EXERCISE PROMPT:
The required result is every line of the records that includes "sans".
########################################
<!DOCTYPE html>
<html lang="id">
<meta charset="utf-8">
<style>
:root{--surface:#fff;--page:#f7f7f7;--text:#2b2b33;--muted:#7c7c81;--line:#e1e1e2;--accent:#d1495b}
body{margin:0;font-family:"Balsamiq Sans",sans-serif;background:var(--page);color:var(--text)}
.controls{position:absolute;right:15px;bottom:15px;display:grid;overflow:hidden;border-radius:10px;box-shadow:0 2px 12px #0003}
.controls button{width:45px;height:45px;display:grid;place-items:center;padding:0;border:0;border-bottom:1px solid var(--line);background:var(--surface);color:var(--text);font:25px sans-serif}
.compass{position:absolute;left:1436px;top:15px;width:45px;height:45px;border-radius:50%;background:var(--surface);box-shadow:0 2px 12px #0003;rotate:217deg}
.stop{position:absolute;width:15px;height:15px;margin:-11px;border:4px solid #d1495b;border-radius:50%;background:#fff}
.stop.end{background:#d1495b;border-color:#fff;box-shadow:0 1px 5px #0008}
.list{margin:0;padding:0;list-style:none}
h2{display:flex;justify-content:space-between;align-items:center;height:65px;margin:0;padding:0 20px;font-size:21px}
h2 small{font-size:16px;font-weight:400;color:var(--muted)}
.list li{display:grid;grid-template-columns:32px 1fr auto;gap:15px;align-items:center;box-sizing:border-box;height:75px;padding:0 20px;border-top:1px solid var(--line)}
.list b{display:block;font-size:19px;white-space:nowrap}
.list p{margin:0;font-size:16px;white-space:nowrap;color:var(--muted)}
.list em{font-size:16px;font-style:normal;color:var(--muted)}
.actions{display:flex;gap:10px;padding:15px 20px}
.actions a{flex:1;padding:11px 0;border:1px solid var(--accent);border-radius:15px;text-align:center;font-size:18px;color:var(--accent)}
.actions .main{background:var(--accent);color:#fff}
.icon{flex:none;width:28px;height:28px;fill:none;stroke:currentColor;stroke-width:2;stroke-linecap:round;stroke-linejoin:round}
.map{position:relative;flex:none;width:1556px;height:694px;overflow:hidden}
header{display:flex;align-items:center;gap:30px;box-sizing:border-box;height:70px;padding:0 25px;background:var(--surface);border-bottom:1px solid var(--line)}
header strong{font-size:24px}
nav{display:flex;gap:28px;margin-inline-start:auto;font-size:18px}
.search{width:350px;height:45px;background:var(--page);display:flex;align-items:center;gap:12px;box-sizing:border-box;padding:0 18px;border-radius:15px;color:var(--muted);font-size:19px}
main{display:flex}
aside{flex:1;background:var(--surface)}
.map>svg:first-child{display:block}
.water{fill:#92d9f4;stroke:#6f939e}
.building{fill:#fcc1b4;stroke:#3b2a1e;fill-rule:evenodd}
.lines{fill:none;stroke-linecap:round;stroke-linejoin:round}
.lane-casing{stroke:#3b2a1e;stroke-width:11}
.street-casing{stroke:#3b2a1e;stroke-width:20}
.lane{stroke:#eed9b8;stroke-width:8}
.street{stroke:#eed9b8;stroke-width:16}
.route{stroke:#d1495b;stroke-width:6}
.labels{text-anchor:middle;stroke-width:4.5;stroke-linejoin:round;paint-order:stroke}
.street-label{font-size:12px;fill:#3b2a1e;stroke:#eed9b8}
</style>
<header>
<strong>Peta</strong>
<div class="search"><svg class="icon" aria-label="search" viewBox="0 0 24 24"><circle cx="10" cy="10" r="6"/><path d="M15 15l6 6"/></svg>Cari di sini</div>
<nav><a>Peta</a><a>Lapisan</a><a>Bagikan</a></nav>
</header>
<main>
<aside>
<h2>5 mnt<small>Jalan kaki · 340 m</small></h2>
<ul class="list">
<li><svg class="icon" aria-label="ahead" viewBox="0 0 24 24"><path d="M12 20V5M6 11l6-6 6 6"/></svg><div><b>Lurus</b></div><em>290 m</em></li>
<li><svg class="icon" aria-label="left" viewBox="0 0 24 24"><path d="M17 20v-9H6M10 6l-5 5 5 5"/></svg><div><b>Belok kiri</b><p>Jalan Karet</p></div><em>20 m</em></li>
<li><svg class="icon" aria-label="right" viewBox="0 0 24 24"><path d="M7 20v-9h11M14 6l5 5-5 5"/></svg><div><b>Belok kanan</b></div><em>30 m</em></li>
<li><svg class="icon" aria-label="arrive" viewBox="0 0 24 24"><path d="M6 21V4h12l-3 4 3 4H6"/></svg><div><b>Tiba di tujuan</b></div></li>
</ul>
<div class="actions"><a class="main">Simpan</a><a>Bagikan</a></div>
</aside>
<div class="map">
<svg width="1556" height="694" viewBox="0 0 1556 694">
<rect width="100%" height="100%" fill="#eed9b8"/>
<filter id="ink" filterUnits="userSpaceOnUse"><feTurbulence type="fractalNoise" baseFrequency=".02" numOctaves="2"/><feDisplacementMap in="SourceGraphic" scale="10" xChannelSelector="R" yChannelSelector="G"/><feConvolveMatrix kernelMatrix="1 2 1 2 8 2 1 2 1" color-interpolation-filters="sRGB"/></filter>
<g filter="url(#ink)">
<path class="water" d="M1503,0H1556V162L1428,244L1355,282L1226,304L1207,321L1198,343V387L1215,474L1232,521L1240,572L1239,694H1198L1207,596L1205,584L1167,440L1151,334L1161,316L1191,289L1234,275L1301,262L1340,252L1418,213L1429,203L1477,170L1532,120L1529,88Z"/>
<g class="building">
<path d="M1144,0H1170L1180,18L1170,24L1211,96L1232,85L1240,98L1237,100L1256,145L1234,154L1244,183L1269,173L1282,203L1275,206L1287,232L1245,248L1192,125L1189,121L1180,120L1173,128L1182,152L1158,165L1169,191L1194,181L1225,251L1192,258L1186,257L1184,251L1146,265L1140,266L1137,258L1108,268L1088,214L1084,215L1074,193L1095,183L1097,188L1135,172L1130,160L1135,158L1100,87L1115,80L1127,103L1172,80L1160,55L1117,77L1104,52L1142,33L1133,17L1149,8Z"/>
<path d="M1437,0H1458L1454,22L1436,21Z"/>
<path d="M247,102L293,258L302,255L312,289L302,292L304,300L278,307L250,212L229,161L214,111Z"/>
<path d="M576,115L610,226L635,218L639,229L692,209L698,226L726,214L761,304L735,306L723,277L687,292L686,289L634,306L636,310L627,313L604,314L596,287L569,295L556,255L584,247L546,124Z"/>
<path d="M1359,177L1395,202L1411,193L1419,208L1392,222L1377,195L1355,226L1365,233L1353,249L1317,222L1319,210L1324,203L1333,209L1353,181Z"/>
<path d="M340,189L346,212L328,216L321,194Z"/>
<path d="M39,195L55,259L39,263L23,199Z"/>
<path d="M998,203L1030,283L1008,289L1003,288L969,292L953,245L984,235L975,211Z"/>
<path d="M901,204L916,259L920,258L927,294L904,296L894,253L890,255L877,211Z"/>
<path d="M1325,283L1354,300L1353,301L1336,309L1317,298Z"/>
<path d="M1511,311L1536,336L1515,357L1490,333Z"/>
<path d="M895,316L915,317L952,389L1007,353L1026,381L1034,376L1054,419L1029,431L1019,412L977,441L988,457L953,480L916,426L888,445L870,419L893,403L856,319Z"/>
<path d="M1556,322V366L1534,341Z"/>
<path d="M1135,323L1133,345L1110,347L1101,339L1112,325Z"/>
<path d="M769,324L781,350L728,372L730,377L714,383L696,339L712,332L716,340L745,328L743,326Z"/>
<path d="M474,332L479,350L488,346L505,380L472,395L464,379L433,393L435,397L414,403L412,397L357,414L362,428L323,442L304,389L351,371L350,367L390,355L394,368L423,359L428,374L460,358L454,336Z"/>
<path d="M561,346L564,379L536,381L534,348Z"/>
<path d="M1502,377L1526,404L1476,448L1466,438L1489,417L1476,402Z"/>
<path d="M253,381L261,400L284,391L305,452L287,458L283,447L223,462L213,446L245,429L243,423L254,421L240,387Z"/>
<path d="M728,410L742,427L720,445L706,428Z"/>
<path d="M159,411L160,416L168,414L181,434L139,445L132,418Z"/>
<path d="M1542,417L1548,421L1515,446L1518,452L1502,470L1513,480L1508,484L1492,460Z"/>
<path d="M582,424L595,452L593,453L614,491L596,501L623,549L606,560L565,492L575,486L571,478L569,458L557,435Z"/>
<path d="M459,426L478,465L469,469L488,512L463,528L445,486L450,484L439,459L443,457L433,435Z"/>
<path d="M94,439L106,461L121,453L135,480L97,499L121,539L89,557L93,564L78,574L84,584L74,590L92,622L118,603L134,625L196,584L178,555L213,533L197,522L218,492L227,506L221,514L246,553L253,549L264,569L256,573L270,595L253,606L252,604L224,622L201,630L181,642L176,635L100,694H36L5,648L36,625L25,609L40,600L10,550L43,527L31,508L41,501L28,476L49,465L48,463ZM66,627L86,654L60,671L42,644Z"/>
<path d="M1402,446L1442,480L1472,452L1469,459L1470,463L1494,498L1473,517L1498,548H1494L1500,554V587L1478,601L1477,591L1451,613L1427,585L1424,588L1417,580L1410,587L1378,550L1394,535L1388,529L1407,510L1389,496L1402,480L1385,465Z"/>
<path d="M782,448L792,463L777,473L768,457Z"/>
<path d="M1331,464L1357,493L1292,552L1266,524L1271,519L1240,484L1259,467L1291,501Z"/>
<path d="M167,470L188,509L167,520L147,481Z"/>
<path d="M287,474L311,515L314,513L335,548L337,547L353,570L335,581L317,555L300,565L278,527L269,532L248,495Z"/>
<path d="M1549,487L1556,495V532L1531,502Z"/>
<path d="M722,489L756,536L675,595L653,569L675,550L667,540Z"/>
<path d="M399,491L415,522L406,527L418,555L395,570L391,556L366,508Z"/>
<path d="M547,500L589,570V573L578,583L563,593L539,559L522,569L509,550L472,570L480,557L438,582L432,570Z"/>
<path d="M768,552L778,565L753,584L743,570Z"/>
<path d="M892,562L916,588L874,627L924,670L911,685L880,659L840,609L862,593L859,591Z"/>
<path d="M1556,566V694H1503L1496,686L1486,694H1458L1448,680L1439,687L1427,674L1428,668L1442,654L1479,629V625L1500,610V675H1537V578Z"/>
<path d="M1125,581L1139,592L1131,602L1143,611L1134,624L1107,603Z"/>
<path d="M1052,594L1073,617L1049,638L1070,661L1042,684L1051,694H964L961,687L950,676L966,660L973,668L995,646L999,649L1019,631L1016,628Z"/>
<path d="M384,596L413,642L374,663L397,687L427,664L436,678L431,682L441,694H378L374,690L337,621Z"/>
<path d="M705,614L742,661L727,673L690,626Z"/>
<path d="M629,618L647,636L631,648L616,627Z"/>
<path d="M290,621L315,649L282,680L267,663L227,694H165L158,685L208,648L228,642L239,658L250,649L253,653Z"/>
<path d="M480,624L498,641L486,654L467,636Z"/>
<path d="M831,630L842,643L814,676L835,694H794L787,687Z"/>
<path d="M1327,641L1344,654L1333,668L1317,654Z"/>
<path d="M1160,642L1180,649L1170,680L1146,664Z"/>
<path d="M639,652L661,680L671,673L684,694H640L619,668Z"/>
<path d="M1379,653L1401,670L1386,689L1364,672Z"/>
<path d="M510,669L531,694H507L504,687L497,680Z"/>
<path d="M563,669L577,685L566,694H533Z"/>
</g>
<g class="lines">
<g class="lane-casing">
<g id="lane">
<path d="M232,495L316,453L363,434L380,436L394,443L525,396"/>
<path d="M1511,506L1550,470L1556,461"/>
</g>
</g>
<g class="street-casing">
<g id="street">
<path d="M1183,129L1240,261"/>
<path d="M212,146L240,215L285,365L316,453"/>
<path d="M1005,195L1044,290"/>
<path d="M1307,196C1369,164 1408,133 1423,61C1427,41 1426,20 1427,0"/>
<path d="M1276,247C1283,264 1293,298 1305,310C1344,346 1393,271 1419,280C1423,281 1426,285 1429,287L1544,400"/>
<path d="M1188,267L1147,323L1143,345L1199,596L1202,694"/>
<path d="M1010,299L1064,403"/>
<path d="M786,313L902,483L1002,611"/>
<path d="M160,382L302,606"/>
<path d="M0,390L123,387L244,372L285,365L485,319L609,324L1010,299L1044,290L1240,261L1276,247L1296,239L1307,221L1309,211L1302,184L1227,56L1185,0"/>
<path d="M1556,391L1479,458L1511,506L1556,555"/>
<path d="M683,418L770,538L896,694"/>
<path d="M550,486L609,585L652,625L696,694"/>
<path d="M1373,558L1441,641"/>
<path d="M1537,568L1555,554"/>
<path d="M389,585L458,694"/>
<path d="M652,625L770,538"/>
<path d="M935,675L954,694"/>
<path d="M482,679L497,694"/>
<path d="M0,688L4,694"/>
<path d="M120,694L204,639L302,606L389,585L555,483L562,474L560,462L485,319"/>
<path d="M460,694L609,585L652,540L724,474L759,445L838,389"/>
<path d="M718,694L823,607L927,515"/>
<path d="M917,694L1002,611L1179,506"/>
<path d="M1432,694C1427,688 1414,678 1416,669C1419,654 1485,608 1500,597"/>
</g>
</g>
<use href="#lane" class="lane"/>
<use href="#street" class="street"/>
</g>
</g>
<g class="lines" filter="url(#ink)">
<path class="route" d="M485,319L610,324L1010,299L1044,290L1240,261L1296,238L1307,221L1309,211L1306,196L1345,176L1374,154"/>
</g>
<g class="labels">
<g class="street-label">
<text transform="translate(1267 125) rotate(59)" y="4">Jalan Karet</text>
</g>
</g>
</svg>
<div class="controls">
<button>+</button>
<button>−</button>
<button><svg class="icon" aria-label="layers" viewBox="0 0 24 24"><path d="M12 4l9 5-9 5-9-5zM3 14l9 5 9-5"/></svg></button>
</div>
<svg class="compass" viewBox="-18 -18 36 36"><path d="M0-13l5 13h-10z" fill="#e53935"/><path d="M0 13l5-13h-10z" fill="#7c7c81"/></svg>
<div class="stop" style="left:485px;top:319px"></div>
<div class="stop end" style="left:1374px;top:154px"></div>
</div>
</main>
########################################
SOLUTION TO THE EXERCISE:
body{margin:0;font-family:"Balsamiq Sans",sans-serif;background:var(--page);color:var(--text)}
.controls button{width:45px;height:45px;display:grid;place-items:center;padding:0;border:0;border-bottom:1px solid var(--line);background:var(--surface);color:var(--text);font:25px sans-serif}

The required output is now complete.